As escolas estão exaustas, incapazes de fugir aos programas obrigatórios e aos exames que controlam o cumprimento dos programas, fustigadas por greves “dia sim, dia não”, e com a fuga crescente de professores. Tinha razão, muitas escolas acusam o cansaço e sentem a humilhação de não poderem dar a resposta desejada. Os professores, acrescentava, são hoje a classe mais desprezada. É triste dizer, mas há muito tempo que não leio um livro pelo prazer de ler.
E pensei, uma escola que não lê nem estimula a necessidade e o gosto de ler terá mais a ver com um programa de big brother do que com um espaço onde se formam pessoas, onde se constrói o saber e se estimula o pensamento crítico, onde se trocam experiências, onde se promove a partilha e a solidariedade, onde se constrói o mundo em parcerias que se unem e completam. A leitura é a base de sustentação da escola, sem leitura não há escola.

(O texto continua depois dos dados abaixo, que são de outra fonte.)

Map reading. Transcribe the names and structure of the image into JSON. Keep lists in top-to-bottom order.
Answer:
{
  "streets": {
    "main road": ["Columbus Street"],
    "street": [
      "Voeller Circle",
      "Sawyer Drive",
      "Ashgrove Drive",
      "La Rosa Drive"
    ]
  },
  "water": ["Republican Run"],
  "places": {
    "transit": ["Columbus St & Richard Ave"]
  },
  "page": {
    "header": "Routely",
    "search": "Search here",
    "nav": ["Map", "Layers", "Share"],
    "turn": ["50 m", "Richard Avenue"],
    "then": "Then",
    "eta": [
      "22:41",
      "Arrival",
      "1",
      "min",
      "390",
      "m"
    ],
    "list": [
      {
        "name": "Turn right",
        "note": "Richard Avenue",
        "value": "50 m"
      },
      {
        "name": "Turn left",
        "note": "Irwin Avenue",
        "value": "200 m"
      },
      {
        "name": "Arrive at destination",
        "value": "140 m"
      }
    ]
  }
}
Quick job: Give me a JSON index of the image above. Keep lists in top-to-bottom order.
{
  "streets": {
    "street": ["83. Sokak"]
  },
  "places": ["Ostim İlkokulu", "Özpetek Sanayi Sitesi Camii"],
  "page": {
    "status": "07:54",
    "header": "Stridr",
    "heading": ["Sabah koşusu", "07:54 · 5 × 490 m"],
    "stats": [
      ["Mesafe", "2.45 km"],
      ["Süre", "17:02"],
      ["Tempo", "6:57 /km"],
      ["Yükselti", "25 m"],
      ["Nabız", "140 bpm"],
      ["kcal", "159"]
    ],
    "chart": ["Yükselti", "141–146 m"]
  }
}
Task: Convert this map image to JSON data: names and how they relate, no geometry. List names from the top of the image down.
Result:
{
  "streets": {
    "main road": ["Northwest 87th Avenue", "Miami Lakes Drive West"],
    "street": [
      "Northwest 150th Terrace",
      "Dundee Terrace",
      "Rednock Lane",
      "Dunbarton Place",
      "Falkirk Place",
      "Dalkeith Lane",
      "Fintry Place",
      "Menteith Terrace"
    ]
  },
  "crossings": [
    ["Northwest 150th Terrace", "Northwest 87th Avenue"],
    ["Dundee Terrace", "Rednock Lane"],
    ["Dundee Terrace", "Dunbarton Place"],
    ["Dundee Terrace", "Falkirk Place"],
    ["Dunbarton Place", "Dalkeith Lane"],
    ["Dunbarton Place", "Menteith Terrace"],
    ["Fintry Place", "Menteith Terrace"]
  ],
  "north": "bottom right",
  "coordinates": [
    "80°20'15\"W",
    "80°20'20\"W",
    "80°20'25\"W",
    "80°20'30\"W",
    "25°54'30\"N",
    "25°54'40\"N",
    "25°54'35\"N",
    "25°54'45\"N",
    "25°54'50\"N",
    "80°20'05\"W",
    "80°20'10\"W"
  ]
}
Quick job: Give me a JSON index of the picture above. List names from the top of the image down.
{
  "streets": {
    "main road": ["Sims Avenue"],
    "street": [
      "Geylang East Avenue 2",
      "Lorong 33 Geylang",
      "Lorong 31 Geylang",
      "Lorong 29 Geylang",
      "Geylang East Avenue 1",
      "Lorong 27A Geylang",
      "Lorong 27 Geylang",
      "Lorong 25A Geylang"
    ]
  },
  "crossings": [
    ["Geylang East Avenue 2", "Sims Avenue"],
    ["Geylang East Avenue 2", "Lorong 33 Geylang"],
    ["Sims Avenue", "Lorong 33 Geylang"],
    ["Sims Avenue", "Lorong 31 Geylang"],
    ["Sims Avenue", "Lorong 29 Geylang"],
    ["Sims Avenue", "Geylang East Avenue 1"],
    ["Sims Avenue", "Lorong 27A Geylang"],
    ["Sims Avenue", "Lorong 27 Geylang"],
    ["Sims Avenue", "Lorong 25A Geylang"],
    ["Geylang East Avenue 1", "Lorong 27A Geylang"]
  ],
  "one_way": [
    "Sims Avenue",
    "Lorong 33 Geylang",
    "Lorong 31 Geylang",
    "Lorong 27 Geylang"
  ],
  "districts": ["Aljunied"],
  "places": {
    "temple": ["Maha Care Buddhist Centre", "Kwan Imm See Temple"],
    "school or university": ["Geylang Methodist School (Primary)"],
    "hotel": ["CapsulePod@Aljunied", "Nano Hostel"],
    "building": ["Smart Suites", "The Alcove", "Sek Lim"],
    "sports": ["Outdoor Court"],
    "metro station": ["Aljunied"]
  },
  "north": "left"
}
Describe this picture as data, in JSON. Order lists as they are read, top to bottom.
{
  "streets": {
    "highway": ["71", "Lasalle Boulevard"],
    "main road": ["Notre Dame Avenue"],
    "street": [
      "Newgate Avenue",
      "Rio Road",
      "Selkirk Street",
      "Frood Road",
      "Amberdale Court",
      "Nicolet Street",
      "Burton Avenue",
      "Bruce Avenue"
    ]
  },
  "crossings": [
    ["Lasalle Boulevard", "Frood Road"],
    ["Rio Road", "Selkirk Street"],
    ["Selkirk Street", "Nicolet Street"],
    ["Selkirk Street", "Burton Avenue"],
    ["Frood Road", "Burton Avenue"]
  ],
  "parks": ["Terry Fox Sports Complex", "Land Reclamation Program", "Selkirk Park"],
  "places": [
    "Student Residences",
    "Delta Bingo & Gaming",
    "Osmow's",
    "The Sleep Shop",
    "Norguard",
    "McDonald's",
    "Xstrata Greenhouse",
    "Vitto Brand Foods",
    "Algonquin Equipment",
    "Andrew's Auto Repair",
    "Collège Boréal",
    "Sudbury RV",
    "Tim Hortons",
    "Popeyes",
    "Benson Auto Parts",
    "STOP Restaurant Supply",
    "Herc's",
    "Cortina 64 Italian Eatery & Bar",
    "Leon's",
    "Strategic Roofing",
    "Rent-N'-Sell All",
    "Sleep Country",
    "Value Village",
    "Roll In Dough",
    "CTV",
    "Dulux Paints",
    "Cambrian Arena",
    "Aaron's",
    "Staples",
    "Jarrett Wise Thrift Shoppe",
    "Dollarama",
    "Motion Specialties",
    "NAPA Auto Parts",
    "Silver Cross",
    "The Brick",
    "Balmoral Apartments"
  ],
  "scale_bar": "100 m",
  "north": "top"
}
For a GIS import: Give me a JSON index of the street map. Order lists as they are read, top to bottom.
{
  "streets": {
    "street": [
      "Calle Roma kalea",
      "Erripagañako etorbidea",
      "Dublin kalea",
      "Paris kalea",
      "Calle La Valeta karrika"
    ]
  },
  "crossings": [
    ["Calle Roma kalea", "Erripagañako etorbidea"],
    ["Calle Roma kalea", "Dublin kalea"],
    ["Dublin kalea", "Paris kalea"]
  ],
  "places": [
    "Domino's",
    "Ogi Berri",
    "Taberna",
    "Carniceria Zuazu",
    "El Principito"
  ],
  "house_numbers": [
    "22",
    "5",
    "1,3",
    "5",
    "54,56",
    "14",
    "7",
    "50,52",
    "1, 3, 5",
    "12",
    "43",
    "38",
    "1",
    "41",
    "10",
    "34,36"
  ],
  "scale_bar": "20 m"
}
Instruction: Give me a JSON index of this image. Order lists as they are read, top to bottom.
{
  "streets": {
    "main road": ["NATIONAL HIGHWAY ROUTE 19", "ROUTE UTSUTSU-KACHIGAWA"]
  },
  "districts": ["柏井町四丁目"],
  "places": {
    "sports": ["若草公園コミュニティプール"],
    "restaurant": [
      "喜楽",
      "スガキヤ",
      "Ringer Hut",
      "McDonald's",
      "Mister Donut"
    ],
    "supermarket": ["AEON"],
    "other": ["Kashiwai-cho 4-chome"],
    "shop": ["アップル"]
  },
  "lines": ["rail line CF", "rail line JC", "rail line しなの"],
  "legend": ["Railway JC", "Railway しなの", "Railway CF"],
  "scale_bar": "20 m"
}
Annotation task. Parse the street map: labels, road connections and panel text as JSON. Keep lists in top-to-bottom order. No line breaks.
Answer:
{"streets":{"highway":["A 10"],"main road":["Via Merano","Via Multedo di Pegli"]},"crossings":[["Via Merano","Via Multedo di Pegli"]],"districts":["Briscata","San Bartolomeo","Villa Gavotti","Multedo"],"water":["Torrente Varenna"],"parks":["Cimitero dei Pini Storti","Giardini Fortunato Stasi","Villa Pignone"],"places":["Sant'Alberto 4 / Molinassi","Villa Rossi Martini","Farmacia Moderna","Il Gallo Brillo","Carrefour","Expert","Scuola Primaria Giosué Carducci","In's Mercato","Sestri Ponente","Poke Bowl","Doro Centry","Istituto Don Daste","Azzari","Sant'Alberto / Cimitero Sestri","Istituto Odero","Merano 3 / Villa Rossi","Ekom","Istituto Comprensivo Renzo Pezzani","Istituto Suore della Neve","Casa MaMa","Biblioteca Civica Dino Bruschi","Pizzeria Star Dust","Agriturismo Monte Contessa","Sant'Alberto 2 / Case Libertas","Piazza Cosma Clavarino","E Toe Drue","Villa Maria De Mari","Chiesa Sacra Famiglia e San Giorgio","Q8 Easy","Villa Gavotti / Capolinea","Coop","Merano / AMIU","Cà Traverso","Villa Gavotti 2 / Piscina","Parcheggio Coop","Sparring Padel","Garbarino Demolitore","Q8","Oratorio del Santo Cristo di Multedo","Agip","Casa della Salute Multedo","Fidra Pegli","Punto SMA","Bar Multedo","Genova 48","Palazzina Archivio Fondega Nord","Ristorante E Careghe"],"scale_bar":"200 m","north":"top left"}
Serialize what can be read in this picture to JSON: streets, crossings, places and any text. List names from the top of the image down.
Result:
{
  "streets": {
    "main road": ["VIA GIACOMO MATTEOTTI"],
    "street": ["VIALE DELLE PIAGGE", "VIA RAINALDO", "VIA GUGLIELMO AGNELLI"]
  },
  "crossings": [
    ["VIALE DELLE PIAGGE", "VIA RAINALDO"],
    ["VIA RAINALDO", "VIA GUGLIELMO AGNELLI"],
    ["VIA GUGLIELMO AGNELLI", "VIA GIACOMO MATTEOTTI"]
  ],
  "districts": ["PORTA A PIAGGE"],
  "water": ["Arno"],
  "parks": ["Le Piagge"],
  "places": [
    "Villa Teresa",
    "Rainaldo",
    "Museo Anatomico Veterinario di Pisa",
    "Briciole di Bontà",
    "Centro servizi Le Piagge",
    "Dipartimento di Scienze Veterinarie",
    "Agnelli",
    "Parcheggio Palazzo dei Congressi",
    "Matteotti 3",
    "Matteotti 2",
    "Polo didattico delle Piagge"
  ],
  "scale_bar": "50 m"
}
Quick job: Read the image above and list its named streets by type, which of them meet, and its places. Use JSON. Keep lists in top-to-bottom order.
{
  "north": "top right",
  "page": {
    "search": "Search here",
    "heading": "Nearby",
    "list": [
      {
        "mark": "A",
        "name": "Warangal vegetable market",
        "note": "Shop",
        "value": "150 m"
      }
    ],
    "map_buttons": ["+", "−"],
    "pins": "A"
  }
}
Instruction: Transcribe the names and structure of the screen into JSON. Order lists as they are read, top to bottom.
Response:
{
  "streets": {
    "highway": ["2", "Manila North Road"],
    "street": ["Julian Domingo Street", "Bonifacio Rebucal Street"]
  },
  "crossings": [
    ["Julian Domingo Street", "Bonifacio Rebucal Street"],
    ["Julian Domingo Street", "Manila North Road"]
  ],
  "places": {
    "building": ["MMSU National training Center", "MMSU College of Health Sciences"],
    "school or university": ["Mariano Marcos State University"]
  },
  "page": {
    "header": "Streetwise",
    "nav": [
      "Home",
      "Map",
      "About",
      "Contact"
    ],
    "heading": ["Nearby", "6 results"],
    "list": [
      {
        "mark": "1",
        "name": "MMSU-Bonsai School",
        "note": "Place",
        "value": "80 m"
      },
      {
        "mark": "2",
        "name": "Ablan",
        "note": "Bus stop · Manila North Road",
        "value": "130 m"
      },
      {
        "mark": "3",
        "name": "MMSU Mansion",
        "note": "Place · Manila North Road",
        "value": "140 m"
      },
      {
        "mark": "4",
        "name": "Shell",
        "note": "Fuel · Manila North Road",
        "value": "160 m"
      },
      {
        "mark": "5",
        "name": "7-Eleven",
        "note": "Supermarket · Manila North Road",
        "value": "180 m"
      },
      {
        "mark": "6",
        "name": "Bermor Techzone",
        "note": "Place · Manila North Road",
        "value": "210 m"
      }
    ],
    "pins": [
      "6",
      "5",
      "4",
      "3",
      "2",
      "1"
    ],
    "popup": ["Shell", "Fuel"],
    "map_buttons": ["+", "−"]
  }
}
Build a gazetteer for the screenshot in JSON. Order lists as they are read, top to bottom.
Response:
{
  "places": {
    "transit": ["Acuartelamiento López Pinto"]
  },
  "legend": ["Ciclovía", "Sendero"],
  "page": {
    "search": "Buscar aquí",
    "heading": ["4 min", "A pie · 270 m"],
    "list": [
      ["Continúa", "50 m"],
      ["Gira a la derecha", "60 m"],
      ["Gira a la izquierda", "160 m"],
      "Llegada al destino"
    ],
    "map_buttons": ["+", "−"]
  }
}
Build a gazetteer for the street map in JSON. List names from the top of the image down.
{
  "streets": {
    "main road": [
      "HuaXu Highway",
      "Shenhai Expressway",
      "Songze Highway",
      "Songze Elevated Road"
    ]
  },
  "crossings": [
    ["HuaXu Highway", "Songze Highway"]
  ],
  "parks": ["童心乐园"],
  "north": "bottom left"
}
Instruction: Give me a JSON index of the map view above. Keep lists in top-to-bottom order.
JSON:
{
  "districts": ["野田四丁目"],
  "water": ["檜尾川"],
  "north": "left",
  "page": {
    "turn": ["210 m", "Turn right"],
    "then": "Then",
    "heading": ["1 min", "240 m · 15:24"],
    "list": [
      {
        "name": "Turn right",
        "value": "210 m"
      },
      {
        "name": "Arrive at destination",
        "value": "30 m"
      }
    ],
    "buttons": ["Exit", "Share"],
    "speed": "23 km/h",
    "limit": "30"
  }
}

A crise de leitura não é um fenómeno português, sente-se e sofre-se em geografias variadas. No Reino Unido, o dia nacional da leitura celebra-se a 12 de abril para lembrar as famílias que a leitura é uma prioridade. O título do evento é original e estimulante: DEAR: “Drop Everything and Read,” (Para tudo e lê), e muitas escolas, sentindo que os seus atores deixaram de ler, fizeram do DEAR um programa diário, determinando que a uma certa hora do dia tudo para na escola, permitindo a todos, – alunos, professores, administrativos e auxiliares -, ler durante um período variável, entre 10 minutos a uma hora.
Ler é uma prioridade. Um dos estímulos adotados em muitas escolas é o de comprometerem as crianças e jovens a lerem um livro de sua escolha por semana. Leem em casa, mas na escola são convidados a dar conta da sua leitura, numa breve apresentação e apreciação. As bibliotecas estão apetrechadas para dar resposta aos pedidos dos alunos e o Plano Nacional de Leitura, entre nós, tem sugestões e orientações para todas as idades. Quando me pedem conselho para aprender a ler e escrever bem, a minha primeira “receita” é simples: “Para ler e escrever bem, é preciso ler muito e escrever muito”. No papel ou no ecrã? É irrelevante. Importa lembrar que nunca se escreveram nem leram tantos milhões de mensagens como se escrevem nos smartfones. E que hoje todos os jornais, mesmo os que ainda circulam em papel, têm o universo de leitores online como nunca atingiram em papel. Este é o futuro previsível da escola. Daí não virá mal ao mundo se continuar a ser um local de encontro, de convívio, de partilha, de cooperação, de solidariedade, de afetos.